- Godaklu Location within Iran
- Coordinates: 37°00′55″N 46°10′24″E﻿ / ﻿37.01528°N 46.17333°E
- Country: Iran
- Province: East Azerbaijan
- County: Leylan
- District: Central
- Rural District: Leylan-e Gharbi

Population (2016)
- • Total: 1,481
- Time zone: UTC+3:30 (IRST)

= Godaklu, East Azerbaijan =

Village in East Azerbaijan province, Iran

Godaklu (گدكلو) (Note: Also romanized as Godaklū) is a village in Leylan-e Gharbi Rural District of the Central District (Note: Formerly Leylan District of Malekan County) in Leylan County, East Azerbaijan province, Iran.

==Demographics==
===Population===
At the time of the 2006 National Census, the village's population was 1,291 in 285 households, when it was in Leylan-e Jonubi Rural District (Note: Formerly Leylan Rural District) of Leylan District (Note: Renamed the Central District of Leylan County) in Malekan County.

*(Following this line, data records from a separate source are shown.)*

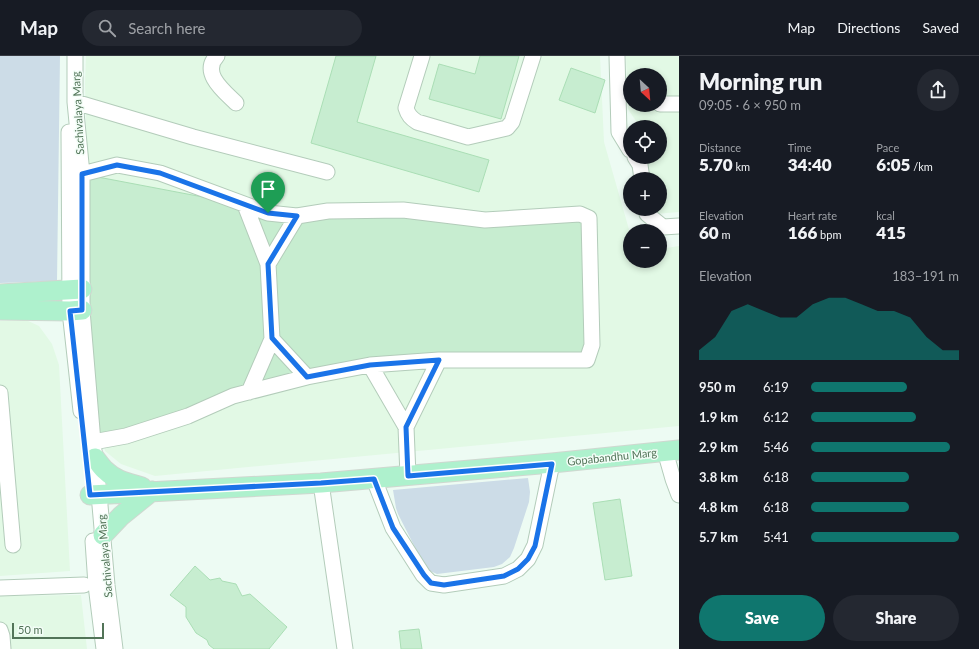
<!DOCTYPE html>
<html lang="en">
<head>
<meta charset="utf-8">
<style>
	:root { --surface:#171b24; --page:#242831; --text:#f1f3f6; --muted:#9ea1a6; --line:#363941; --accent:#0f766e }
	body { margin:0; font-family:Lato,sans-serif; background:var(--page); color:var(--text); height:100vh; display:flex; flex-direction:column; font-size:15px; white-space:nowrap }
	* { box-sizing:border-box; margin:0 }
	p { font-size:13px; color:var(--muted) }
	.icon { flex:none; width:22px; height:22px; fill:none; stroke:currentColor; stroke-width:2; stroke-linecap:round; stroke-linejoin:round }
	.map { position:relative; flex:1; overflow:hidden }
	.details { display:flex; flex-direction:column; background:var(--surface); width:300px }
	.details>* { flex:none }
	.needle { width:26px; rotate:154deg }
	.fabs { position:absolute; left:623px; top:12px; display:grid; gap:8px }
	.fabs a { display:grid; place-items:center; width:44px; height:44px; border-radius:50%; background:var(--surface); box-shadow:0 2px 6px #0003; font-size:20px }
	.scale { position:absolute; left:12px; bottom:10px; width:92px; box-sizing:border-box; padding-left:4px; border:2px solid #527458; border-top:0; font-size:11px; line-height:14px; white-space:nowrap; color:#527458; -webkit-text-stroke:3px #f3fdf7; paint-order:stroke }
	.pin { position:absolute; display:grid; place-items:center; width:34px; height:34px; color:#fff; margin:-41px -17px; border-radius:50% 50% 50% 0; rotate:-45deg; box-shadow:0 0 4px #0007 }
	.pin .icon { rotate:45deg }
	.round { display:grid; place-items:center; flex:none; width:42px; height:42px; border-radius:21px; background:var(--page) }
	.head { display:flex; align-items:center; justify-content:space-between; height:68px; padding:0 20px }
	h1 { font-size:22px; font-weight:800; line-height:30px }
	.figures { display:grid; grid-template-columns:repeat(3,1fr); gap:6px; height:68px; padding:4px 20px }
	.figures div { display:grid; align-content:center }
	.figures b { font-size:17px; font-weight:800 }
	.figures small { font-size:11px; font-weight:400 }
	.figures p { font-size:11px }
	.chart { height:112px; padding:8px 20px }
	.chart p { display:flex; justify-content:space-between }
	.chart svg { width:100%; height:72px; margin-top:4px; fill:var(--accent); opacity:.7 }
	.button { display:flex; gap:8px; margin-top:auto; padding:8px 20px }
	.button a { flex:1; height:46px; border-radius:24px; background:var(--accent); color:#fff; font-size:16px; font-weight:800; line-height:46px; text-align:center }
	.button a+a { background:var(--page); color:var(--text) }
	ul { padding:0 20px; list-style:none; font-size:13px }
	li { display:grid; grid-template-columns:64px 48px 1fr; align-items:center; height:30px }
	li i { height:10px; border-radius:5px; background:var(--accent) }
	header { display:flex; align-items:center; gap:24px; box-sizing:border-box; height:56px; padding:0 20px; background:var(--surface); border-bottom:1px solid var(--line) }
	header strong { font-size:19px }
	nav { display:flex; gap:22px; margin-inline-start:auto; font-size:14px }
	.search { width:280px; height:36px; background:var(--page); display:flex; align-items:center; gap:10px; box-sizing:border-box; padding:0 14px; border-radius:22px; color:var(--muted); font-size:15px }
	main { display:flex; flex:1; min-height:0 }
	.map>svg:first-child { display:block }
	.commercial { fill:#e2f9e5; fill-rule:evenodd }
	.green { fill:#ccdce7 }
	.building { fill:#c7edd0; stroke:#aadeb5 }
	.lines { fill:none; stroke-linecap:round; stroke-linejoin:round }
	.minor-casing { stroke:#b3ccba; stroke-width:17 }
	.major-casing { stroke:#cfd8d0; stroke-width:21 }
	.minor { stroke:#fff; stroke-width:15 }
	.major { stroke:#aef1cd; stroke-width:19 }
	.route-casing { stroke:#fff; stroke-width:8 }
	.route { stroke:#1a73e8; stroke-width:5 }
	.labels { text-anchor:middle; stroke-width:3; stroke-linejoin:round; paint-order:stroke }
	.street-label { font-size:11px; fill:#527458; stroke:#f3fdf7 }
</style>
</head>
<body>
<header>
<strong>Map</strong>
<div class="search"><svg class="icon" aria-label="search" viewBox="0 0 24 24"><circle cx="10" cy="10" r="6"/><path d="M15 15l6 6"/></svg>Search here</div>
<nav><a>Map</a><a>Directions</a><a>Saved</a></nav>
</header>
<main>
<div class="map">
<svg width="679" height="593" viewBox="0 0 679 593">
	<rect width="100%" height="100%" fill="#edfbf3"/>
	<path class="commercial" d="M86,0H600L604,86L630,177V205H660V193L679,190V370L155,420L121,408L105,395L91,258L85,28Z
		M626,0H679V156L655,158V153H660V123H650L646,101H660V71H640L628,53ZM630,19H660V49H630Z
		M26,264L39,270L52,288L59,309L70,515L0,520V265Z
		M81,539L87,593H0V540Z"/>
	<path class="green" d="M0,0H60L57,225L0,227Z
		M528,422L530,436L529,446L514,492L510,501L502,508L494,511L437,518L430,515L424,509L398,458L396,452L393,434Z"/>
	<path class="building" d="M336,0H376L357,66L489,104L479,136L311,87Z
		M480,0H519L501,63L429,43L439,8L475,18Z
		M571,12L605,24L595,57L559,44Z
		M82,118L245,149L328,155L589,162V299L433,297L307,321L93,386Z
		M620,443L632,520L605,524L593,447Z
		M195,510L210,524L220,522L222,525L236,528L242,540L250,538L287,571L269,593H214L209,589L207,584L196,577L186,561V551L170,539Z
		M419,573L422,593H401L399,575Z"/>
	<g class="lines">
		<g class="minor-casing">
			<path id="minor" d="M75,0V46L82,118V254L93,386L99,438L107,529L115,593
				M217,0C200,17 225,36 236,47
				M422,0L406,52C408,59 411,62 417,66L468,81L507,72L512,66L533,0
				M617,0L619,76L630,94
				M75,46L193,81L327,116
				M660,48H679
				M69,76L70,255L81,355
				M635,101L640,109L642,123
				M82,118L117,109L160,117L268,157L297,160L328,155L403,154L485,164L580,158L589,162L592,289L587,304H439
				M245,149L268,208L297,160
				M647,153V158L663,171L679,170
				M272,283L307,321
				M370,309L439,304L406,371L408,420
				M249,336L272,283L268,208
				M0,337L13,489
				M93,386L126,380L188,360L233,340L307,321L370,309L406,371
				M665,395L673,423L679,439
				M374,423L393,472L423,519L431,527L444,529L504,520L518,513L528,503L535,489L552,407
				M321,427L345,593
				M93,485L96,529L104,593
				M0,532L84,529
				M0,574L2,580L3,593"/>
		</g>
		<g class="major-casing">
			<path id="major" d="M0,238L82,233
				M0,254L70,255L82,254
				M95,402C99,407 102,412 106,415C116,425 129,427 142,431
				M90,439L321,427L552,407L679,394
				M103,479L121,460L152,435"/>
		</g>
		<use href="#minor" class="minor"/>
		<use href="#major" class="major"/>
	</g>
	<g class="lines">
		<g class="route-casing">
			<path id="route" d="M117,109L160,117L268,157L297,160L268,208L272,282L307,321L370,309L439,304L406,371L408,420L552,408L535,490L528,503L518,513L504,520L444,529L431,527L424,519L393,472L374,423L321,427L90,439L70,255L82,254V118Z"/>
		</g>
		<use href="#route" class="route"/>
	</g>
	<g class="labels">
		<g class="street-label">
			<text transform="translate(78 57) rotate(-93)" y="4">Sachivalaya Marg</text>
			<text transform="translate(612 401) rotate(-6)" y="4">Gopabandhu Marg</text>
			<text transform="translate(105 500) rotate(-95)" y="4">Sachivalaya Marg</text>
		</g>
	</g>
</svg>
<div class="fabs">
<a><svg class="needle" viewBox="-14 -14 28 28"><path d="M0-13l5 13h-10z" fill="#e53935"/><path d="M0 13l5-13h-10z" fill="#9ea1a6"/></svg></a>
<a><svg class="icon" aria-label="locate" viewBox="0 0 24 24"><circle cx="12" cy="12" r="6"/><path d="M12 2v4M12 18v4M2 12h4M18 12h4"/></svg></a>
<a>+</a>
<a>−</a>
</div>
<div class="scale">50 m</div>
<div class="pin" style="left:268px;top:157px;background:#1e9e55"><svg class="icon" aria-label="arrive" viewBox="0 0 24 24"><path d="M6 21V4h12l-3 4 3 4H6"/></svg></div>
</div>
<section class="details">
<div class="head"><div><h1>Morning run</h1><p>09:05 · 6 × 950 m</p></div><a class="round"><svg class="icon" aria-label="share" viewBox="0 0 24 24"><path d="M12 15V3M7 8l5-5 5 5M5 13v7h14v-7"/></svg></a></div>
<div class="figures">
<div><p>Distance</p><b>5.70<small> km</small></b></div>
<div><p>Time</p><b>34:40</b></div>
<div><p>Pace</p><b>6:05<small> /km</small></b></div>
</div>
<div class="figures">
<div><p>Elevation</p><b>60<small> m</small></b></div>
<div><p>Heart rate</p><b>166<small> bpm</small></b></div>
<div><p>kcal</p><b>415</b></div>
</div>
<div class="chart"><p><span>Elevation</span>183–191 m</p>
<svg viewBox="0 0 160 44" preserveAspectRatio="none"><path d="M0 44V38L10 30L20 14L30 10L40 14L50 18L60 18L70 10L80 6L90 6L100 10L110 14L120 14L130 18L140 30L150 38L160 38V44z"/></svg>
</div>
<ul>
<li><b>950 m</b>6:19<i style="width:65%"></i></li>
<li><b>1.9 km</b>6:12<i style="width:71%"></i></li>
<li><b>2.9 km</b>5:46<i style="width:94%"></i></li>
<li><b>3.8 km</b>6:18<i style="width:66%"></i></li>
<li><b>4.8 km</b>6:18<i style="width:66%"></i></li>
<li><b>5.7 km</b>5:41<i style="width:100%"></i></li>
</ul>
<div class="button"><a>Save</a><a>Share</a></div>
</section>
</main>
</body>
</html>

The following census in 2011 counted 1,330 people in 373 households. The 2016 census measured the population of the village as 1,481 people in 440 households.

In 2023, the district was separated from the county in the establishment of Leylan County and renamed the Central District. Godaklu was transferred to Leylan-e Gharbi Rural District created in the same district.